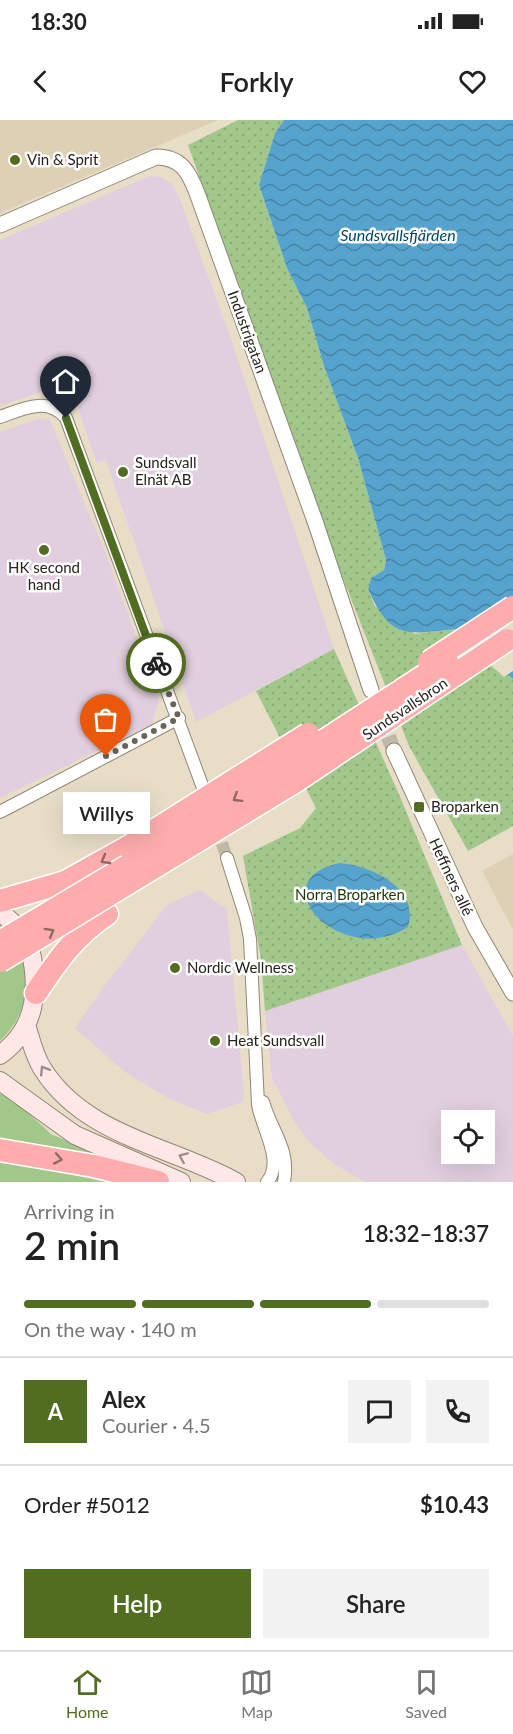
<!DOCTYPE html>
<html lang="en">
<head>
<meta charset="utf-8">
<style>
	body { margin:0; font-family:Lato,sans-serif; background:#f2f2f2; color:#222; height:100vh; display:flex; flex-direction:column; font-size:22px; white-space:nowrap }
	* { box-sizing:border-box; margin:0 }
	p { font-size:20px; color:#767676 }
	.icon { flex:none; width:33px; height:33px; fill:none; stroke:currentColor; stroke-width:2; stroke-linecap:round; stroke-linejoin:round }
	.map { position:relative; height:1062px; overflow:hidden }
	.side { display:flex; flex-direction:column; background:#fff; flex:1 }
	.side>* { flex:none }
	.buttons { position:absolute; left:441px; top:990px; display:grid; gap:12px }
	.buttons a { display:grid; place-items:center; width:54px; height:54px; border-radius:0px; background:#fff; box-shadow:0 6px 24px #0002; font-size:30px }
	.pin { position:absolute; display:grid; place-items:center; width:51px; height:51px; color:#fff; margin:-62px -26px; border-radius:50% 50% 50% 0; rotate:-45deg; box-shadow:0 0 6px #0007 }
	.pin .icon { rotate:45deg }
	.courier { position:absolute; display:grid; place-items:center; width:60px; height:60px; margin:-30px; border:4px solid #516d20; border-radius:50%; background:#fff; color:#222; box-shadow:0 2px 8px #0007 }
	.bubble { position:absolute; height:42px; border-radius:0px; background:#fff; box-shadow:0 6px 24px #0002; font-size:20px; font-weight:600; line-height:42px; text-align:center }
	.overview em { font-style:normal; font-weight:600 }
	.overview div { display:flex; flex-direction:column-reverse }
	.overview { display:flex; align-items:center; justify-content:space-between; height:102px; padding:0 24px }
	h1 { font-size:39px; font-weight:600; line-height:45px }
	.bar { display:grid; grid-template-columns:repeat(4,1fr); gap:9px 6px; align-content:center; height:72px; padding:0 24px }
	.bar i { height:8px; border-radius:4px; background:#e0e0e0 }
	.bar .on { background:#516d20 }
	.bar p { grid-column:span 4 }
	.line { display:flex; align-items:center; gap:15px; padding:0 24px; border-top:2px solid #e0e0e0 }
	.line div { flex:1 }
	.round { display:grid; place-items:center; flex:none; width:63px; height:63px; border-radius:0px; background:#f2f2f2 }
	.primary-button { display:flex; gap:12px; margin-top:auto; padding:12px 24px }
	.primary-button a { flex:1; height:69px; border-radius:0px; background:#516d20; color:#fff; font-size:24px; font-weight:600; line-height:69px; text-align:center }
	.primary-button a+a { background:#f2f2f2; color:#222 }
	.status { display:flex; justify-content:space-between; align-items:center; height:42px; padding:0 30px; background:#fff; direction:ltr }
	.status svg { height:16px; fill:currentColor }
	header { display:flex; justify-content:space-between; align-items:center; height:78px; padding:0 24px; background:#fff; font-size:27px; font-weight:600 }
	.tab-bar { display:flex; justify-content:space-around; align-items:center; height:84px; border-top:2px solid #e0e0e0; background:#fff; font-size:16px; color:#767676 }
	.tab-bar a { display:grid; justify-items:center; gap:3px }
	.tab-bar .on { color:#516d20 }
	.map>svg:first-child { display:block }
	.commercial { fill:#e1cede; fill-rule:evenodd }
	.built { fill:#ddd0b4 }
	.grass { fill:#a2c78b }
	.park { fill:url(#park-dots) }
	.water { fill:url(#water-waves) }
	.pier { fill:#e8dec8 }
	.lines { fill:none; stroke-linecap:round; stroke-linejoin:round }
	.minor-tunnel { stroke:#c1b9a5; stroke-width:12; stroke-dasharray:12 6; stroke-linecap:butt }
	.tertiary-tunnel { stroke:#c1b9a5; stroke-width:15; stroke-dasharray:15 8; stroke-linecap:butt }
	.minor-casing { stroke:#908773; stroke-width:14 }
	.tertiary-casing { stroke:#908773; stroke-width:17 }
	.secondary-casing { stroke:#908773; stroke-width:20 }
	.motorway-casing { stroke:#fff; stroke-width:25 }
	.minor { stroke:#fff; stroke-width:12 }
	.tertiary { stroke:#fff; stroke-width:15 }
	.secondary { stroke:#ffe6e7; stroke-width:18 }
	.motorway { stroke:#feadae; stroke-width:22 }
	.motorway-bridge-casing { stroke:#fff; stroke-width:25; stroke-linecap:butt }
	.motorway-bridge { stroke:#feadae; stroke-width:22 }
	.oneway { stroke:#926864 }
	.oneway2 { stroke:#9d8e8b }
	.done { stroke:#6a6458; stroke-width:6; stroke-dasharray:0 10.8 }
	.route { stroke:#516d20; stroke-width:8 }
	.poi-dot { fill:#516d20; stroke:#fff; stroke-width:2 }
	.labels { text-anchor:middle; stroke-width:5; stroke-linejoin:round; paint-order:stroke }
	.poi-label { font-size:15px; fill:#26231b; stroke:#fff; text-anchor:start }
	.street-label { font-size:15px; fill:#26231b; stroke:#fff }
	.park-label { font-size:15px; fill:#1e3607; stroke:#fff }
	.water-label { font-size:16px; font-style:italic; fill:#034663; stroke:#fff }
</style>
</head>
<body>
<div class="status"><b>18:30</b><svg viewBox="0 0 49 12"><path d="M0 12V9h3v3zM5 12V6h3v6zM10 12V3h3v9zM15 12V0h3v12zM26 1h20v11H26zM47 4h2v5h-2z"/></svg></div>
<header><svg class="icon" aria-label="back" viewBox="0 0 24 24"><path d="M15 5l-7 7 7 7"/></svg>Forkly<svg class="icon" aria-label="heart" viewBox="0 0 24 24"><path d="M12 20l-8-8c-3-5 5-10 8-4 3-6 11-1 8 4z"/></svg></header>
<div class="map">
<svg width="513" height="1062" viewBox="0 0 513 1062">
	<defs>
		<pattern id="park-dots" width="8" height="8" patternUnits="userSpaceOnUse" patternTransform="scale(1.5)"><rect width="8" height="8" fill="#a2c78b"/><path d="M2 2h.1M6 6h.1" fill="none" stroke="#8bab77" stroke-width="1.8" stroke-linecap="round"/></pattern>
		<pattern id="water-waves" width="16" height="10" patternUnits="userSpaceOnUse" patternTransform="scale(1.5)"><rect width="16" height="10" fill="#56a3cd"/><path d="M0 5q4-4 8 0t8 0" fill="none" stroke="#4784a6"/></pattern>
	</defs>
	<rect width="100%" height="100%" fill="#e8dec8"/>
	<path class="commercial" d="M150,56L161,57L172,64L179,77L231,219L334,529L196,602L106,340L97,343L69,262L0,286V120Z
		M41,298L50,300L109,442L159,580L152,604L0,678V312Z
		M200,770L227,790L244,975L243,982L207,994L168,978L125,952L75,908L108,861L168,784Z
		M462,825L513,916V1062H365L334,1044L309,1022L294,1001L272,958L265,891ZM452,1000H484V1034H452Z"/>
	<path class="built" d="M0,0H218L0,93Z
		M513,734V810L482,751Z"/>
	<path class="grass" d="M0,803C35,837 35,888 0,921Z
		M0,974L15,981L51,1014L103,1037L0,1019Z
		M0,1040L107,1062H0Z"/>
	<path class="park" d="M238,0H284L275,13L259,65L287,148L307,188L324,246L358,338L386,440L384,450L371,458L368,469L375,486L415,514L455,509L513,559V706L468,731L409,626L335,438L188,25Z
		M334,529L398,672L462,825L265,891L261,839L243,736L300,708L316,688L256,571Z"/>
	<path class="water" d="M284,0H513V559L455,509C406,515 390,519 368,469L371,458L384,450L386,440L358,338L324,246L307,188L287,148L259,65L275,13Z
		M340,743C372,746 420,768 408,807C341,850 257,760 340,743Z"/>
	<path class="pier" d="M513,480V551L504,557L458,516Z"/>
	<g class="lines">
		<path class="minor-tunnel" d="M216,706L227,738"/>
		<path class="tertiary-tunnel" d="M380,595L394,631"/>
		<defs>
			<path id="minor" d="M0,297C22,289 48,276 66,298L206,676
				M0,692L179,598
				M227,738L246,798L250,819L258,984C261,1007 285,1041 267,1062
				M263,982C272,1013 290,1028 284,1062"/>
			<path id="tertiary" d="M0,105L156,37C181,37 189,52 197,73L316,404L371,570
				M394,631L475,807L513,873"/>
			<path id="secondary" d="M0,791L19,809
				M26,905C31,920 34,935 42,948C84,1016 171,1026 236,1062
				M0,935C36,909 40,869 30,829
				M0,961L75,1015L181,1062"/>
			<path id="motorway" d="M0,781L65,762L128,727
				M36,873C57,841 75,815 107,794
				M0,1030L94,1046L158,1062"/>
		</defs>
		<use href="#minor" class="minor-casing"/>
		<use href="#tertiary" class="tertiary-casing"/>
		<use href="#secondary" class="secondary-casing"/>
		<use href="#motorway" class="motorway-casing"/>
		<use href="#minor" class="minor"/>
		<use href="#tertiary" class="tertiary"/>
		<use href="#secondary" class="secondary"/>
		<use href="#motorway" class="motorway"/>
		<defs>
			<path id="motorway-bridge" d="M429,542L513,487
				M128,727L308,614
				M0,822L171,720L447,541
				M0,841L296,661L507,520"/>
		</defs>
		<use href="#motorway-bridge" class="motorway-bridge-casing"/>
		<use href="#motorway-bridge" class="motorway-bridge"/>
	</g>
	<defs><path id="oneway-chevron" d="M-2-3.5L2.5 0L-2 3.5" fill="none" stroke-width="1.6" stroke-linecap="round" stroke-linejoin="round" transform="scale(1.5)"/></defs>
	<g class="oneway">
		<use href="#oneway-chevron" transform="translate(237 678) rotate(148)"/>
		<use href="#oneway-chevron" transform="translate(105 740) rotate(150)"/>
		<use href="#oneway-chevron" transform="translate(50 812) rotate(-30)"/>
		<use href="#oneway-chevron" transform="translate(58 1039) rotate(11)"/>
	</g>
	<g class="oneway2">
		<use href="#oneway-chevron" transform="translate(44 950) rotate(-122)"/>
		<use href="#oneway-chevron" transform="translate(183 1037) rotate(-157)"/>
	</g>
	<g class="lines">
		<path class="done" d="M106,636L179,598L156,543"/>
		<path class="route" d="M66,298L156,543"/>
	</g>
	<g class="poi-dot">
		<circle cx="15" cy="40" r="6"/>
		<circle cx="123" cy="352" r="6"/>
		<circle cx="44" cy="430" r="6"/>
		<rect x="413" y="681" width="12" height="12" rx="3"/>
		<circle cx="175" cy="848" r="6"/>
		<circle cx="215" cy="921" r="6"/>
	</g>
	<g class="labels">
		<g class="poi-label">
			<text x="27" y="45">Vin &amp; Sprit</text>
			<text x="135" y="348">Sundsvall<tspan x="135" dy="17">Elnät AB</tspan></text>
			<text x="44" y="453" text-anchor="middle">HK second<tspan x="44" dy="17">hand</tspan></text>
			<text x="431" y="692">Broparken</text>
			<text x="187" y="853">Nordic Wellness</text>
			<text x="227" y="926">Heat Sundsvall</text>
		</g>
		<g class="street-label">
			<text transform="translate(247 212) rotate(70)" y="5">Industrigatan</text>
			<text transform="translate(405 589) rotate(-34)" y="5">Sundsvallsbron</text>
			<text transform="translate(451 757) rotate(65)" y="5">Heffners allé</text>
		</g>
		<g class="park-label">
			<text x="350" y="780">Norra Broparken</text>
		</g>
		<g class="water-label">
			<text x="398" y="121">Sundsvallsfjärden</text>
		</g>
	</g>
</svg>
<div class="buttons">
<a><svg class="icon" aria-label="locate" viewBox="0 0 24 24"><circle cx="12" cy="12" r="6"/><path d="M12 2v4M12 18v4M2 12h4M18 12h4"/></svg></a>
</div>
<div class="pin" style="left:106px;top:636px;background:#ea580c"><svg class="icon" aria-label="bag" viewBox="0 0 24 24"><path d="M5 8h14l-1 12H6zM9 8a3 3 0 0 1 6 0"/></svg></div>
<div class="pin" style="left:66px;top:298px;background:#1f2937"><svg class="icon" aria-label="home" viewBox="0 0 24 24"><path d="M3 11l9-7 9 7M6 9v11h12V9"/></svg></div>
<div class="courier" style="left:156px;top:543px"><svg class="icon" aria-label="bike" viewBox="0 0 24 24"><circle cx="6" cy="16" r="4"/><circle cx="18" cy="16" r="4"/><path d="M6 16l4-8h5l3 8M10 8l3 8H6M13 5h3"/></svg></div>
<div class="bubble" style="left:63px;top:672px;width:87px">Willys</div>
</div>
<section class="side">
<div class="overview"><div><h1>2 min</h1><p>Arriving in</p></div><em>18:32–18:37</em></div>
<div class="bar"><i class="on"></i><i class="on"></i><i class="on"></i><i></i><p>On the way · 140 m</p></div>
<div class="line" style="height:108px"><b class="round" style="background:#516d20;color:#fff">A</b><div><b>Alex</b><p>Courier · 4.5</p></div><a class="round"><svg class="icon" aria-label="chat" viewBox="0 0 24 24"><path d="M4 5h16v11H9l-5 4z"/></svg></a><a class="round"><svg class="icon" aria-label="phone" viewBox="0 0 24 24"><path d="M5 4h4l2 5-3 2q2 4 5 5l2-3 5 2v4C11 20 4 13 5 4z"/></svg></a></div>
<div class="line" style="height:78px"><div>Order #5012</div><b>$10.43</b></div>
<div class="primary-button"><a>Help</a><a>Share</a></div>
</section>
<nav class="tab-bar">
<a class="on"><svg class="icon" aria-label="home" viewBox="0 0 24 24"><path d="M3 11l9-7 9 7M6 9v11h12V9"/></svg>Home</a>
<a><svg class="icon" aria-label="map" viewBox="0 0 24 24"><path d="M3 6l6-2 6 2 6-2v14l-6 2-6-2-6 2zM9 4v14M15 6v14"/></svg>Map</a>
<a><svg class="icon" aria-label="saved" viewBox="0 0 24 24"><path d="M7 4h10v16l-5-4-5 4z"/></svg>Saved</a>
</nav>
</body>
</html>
---
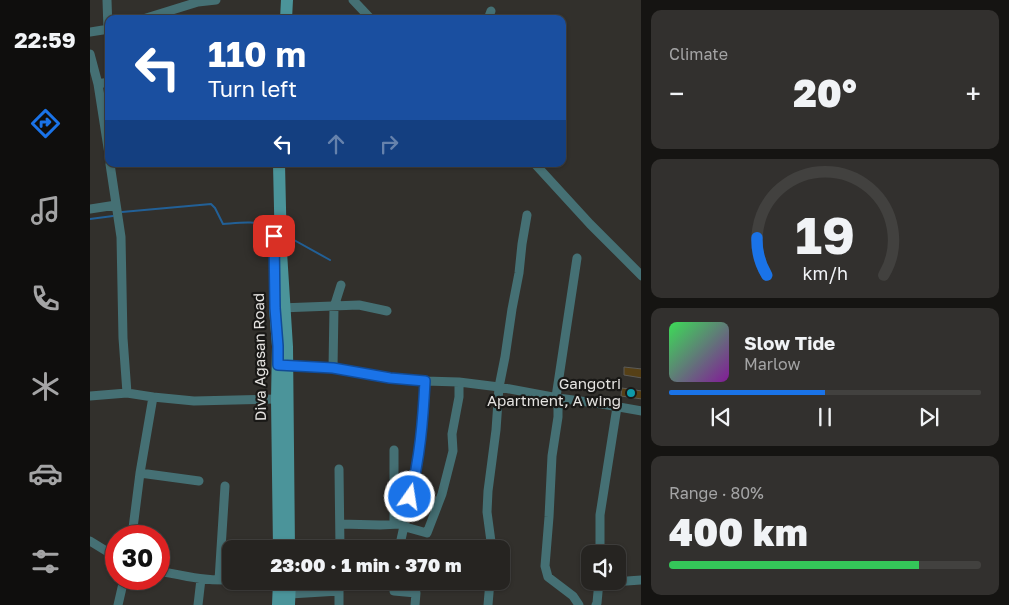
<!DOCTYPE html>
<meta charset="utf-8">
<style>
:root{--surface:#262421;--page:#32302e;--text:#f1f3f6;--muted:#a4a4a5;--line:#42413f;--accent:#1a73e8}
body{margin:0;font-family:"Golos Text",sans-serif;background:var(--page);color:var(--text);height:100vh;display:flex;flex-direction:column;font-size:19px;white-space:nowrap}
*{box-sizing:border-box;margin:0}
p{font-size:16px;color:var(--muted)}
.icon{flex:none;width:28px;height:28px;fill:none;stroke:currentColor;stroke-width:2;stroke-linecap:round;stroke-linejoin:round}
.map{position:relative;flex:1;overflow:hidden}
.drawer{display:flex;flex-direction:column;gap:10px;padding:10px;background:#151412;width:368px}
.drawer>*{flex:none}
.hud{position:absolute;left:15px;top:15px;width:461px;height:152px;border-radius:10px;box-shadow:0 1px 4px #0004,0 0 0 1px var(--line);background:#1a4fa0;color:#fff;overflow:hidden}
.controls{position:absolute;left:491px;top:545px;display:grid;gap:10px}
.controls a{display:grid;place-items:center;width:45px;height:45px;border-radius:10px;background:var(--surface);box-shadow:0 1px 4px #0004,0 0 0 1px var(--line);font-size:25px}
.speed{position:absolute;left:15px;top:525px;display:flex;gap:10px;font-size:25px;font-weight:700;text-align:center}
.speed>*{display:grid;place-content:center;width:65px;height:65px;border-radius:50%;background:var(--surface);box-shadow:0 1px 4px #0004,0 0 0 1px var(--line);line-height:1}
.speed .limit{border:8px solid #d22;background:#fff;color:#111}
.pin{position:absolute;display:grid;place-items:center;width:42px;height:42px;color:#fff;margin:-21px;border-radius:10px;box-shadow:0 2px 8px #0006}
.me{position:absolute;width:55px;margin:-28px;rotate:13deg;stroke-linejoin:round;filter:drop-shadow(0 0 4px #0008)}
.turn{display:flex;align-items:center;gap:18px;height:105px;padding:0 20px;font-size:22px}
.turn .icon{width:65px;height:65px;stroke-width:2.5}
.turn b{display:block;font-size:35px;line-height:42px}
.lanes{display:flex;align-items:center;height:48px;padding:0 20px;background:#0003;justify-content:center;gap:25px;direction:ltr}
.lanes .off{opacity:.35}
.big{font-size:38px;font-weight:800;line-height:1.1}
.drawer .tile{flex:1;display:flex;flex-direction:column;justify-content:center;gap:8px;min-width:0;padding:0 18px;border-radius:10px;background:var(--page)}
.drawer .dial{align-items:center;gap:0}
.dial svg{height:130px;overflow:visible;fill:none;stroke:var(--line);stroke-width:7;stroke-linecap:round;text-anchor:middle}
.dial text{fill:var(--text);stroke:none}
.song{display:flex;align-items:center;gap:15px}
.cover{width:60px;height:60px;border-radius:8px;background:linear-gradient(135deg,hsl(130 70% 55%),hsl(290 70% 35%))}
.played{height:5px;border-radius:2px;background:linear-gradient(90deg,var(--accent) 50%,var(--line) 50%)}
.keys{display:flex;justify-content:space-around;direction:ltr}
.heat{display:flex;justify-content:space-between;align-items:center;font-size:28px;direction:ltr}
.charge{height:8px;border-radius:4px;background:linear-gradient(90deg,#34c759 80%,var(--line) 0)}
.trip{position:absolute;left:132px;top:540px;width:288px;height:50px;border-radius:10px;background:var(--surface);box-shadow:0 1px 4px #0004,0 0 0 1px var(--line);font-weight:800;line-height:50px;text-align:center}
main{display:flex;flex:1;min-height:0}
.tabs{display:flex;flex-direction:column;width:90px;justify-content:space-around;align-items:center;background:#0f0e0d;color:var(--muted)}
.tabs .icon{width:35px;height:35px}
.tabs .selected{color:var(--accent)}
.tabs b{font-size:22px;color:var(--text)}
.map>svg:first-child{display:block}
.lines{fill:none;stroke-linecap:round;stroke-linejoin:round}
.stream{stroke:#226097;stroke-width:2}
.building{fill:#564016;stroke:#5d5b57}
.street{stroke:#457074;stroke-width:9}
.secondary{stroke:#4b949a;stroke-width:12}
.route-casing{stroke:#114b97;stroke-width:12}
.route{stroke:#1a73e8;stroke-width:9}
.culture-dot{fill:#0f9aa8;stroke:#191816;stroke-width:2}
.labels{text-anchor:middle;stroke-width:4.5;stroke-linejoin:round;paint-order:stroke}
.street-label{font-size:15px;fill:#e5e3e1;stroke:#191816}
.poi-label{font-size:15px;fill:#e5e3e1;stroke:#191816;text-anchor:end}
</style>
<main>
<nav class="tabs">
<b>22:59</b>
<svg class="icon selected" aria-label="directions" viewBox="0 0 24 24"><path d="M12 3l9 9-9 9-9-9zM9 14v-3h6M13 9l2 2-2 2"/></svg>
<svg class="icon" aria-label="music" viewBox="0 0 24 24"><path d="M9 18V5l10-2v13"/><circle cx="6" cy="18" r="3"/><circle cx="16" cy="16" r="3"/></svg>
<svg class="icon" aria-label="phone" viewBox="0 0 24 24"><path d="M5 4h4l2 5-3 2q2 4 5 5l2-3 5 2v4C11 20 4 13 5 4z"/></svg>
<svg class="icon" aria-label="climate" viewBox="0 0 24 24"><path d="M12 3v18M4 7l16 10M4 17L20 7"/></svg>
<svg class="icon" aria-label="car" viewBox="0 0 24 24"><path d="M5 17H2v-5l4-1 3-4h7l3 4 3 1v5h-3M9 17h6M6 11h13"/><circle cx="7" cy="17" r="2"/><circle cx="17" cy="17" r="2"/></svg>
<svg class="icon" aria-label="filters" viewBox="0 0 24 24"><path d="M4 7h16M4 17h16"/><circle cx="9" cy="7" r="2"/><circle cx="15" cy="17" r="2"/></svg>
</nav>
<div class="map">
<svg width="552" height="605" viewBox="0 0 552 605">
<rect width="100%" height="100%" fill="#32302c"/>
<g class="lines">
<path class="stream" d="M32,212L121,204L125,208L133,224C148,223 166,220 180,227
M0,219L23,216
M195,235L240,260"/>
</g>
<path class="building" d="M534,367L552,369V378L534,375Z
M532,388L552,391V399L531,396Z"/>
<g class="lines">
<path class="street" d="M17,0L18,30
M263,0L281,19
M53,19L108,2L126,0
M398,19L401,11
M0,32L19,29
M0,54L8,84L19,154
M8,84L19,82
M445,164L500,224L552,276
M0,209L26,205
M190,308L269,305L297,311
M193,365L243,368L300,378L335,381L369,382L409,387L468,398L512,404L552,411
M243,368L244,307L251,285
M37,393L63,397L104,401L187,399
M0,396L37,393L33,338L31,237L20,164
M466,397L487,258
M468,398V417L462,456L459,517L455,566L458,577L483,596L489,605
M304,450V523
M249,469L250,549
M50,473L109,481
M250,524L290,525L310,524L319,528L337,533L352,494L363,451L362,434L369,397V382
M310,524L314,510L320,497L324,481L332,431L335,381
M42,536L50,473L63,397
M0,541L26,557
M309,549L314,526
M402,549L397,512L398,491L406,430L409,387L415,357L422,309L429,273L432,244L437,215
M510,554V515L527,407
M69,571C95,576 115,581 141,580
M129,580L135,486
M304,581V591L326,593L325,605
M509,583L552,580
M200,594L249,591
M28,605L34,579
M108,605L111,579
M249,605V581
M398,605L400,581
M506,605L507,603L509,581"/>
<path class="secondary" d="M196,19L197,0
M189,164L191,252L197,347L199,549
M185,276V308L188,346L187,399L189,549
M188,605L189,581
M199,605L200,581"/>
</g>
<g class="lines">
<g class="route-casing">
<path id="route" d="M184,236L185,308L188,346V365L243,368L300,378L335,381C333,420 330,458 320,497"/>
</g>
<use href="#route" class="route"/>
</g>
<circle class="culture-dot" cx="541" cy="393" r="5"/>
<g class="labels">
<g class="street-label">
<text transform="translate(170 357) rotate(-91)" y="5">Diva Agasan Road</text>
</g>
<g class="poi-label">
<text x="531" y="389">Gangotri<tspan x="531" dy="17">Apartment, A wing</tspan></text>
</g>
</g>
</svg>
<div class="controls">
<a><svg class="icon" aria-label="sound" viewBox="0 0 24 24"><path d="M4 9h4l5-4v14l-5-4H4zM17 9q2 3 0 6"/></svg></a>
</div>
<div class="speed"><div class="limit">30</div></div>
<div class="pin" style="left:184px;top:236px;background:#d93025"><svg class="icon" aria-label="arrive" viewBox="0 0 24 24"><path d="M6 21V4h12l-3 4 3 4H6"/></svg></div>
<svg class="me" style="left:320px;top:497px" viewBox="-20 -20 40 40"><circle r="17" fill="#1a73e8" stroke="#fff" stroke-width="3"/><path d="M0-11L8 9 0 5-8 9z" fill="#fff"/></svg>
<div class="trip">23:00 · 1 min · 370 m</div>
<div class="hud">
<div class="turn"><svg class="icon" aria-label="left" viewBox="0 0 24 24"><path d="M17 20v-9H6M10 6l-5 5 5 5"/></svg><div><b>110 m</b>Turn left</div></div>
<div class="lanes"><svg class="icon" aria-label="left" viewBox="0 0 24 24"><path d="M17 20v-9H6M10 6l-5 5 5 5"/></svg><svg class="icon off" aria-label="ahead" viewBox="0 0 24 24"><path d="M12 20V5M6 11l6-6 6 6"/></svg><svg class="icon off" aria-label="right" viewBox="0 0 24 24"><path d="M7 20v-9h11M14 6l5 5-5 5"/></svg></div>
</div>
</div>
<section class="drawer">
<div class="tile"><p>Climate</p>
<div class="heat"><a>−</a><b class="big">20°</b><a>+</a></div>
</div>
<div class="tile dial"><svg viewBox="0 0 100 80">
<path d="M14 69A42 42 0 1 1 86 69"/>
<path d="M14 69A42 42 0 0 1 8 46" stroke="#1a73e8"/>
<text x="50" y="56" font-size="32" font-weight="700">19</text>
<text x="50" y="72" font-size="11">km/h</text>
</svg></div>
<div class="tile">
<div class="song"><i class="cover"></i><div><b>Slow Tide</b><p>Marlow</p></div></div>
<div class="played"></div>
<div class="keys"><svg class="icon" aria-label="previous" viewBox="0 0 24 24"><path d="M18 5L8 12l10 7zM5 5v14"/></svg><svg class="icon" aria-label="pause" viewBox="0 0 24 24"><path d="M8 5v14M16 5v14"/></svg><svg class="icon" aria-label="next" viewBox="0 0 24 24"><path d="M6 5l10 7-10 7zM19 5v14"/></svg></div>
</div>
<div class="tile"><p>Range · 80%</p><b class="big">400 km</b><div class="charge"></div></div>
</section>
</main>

* [Goal of the exercise]
Return every line from the entries above that contains the word "keys".

* [Solution to this problem]
.keys{display:flex;justify-content:space-around;direction:ltr}
<div class="keys"><svg class="icon" aria-label="previous" viewBox="0 0 24 24"><path d="M18 5L8 12l10 7zM5 5v14"/></svg><svg class="icon" aria-label="pause" viewBox="0 0 24 24"><path d="M8 5v14M16 5v14"/></svg><svg class="icon" aria-label="next" viewBox="0 0 24 24"><path d="M6 5l10 7-10 7zM19 5v14"/></svg></div>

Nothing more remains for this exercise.